Il est rappelé que le versement d’une redevance par l’occupant du domaine
public est un principe posé par l’article L. 2125-1 du code général de la propriété des
personnes publiques selon lequel :
« toute occupation ou utilisation du domaine public d'une
personne publique
[…]
donne lieu au paiement d'une redevance […]. Par dérogation aux
dispositions de l'alinéa précédent, l'autorisation d'occupation ou d'utilisation du domaine
public peut être délivrée gratuitement :
1°
soit lorsque l'occupation ou l'utilisation est la condition naturelle et forcée de
l'exécution de travaux ou de la présence d'un ouvrage, intéressant un service
public qui bénéficie gratuitement à tous ;
2°
soit lorsque l'occupation ou l'utilisation contribue directement à assurer la
conservation du domaine public lui-même.
En outre, l'autorisation d'occupation ou d'utilisation du domaine public peut être
délivrée gratuitement aux associations à but non lucratif qui concourent à la satisfaction d'un
intérêt général
. »
Le code précise par ailleurs que la redevance due pour l'occupation ou
l'utilisation du domaine public doit tenir compte des avantages de toute nature procurés au
titulaire de l'autorisation.
L’hippodrome n’est pas mis gratuitement à disposition de tous puisque le public
paie un prix d’entrée pour y accéder.
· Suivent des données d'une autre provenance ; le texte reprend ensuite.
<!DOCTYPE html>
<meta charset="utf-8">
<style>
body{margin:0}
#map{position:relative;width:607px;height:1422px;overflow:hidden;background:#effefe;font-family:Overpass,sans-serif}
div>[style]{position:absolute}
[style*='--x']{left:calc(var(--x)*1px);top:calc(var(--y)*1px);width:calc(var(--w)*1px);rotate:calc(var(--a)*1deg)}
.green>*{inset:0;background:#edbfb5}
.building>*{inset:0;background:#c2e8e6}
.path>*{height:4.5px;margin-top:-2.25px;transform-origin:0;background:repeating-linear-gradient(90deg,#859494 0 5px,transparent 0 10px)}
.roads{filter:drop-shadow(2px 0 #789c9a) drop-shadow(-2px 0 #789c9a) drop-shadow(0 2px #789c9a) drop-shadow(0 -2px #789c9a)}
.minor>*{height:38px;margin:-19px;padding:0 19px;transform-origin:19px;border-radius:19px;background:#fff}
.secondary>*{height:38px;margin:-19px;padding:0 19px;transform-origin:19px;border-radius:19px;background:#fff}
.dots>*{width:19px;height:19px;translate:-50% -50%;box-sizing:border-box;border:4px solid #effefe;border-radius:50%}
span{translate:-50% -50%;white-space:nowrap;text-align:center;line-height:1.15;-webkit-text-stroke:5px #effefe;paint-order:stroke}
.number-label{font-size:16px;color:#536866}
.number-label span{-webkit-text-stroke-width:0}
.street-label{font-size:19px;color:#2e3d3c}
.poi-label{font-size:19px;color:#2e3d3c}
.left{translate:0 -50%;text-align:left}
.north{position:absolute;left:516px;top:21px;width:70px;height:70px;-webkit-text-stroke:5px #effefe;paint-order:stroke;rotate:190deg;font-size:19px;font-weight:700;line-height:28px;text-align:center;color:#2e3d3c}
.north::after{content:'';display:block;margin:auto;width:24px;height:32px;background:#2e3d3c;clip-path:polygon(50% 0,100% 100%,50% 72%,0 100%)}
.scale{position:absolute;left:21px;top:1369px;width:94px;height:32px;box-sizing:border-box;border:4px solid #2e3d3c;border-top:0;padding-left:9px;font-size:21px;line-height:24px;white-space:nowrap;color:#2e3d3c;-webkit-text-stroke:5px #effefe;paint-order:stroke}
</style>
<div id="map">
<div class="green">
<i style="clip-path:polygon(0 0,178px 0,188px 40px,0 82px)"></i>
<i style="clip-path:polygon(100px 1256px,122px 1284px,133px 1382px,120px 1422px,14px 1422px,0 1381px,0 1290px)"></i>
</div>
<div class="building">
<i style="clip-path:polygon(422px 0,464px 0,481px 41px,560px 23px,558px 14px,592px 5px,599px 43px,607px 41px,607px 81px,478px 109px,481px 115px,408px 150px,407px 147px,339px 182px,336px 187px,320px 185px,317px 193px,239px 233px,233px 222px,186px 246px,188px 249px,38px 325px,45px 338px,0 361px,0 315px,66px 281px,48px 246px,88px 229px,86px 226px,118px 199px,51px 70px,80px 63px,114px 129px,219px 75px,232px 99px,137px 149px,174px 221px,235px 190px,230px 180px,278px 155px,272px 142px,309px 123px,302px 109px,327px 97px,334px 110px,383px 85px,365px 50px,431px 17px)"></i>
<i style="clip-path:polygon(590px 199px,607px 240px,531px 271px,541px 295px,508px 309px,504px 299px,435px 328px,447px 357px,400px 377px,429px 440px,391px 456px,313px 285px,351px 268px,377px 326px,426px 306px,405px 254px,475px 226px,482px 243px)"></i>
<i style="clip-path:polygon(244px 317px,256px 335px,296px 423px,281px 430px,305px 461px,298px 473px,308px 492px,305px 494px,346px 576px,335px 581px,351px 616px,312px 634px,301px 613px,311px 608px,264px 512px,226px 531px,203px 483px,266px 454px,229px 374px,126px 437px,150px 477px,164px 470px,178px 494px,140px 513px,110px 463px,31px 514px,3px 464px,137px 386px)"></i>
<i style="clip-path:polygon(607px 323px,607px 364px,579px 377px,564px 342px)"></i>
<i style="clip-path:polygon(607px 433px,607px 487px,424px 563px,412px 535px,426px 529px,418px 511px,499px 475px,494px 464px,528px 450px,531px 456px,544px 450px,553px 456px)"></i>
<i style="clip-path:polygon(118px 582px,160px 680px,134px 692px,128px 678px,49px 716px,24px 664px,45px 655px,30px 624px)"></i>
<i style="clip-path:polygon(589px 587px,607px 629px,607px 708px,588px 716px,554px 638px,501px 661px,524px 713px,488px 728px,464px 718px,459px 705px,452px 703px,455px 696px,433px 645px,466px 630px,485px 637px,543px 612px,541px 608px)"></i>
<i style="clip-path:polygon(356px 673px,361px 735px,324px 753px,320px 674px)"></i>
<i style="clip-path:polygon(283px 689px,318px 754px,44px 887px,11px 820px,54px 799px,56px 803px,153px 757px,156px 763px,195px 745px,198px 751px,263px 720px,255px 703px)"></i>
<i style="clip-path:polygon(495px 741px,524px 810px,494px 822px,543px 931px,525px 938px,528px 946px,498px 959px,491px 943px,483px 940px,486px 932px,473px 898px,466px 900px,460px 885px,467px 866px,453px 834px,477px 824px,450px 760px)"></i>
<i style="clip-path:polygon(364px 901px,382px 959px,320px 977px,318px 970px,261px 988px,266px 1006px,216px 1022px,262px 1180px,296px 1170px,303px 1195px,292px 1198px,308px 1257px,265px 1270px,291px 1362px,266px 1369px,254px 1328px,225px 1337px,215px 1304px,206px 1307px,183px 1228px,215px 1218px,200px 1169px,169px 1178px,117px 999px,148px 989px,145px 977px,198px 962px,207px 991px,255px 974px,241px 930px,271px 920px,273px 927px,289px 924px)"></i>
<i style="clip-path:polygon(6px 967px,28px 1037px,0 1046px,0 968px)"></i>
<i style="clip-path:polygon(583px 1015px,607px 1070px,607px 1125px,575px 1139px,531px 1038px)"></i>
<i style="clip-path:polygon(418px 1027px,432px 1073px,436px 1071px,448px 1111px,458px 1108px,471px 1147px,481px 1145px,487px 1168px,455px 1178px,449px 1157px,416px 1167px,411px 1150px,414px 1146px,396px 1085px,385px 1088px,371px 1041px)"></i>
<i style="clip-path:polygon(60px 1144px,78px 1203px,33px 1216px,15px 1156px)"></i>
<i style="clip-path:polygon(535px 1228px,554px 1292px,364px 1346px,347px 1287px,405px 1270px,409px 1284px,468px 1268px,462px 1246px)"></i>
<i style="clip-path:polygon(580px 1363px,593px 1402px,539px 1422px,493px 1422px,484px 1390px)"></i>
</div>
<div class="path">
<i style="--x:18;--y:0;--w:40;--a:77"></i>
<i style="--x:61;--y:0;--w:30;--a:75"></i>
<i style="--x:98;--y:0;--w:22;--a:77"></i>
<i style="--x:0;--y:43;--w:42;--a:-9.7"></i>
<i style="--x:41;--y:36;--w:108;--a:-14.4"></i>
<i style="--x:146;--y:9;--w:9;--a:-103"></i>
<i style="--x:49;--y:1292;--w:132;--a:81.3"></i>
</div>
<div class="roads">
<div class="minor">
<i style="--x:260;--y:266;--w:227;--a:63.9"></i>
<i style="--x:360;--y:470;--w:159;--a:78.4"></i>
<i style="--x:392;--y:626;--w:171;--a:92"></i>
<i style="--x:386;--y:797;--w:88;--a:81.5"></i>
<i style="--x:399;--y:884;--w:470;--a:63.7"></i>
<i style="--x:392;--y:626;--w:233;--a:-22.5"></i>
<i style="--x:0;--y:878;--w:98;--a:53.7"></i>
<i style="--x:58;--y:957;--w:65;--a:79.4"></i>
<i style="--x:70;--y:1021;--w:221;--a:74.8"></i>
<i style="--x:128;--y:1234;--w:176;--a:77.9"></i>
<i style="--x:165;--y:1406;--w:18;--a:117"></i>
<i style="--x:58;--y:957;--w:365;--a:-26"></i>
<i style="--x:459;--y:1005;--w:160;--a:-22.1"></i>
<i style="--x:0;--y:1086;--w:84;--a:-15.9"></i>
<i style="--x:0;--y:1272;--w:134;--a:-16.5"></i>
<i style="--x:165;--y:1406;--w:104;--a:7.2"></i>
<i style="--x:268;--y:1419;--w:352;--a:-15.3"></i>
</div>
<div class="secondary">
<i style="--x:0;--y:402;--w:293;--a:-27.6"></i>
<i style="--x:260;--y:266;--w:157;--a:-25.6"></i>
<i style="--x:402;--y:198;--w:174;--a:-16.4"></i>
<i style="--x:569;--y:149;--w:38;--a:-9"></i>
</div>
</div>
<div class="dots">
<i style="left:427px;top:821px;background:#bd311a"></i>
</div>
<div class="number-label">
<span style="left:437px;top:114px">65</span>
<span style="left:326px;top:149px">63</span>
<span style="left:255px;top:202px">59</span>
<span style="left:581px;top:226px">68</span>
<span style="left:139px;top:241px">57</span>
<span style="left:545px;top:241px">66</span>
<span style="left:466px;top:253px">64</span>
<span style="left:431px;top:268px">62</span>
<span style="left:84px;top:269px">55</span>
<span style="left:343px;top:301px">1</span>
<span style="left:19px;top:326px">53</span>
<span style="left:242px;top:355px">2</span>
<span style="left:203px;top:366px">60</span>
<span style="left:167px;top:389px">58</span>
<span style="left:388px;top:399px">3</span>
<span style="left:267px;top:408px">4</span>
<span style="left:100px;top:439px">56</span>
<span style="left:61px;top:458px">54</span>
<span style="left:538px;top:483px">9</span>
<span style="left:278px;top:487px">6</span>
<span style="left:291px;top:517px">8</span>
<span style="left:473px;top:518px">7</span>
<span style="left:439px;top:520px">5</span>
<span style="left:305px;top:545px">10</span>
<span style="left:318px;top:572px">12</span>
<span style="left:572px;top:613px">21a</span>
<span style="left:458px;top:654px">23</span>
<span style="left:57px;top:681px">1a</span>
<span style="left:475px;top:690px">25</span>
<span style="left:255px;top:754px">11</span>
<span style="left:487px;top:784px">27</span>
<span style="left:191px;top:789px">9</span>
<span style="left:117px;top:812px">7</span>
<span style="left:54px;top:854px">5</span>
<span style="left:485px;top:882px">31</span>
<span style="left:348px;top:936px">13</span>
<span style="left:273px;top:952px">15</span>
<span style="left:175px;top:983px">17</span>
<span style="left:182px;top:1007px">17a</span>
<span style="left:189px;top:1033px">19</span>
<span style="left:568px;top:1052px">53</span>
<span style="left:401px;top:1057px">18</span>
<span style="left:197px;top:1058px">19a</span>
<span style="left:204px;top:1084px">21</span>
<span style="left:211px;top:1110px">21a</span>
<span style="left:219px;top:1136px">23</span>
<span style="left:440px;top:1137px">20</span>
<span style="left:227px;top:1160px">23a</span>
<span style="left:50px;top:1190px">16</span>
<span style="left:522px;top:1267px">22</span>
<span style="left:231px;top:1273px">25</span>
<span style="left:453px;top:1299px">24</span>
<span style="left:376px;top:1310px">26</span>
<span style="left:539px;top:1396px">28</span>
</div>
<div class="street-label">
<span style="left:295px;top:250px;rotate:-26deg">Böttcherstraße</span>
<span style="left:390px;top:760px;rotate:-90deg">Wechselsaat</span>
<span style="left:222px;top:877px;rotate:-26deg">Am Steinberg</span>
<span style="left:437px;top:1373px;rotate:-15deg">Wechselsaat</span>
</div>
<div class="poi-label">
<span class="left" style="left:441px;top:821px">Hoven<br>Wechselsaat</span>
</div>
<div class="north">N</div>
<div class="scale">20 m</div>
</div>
L’occupation présente de plus un caractère
commercial.
Il peut être argumenté que son occupation par le gestionnaire contribue
directement à assurer la conservation du domaine public lui-même, puisque France-Galop
en assure l’exploitation et l’entretien.
Le non-paiement d’une redevance n’est toutefois dans ce cas qu’une possibilité,
non une obligation.
Il semble légitime et de bonne gestion que le syndicat bénéficie d’une partie des
recettes collectées grâce à l’exploitation de son domaine public, et ce d’autant plus que la
durée du bail est très longue. Un montant de 5,3 M€ a été investi par les collectivités et ces
dernières ne se sont données, ni à l’origine, ni ultérieurement, le moyen de bénéficier d’un
retour sur investissement, en prévoyant une clause de révision de la redevance.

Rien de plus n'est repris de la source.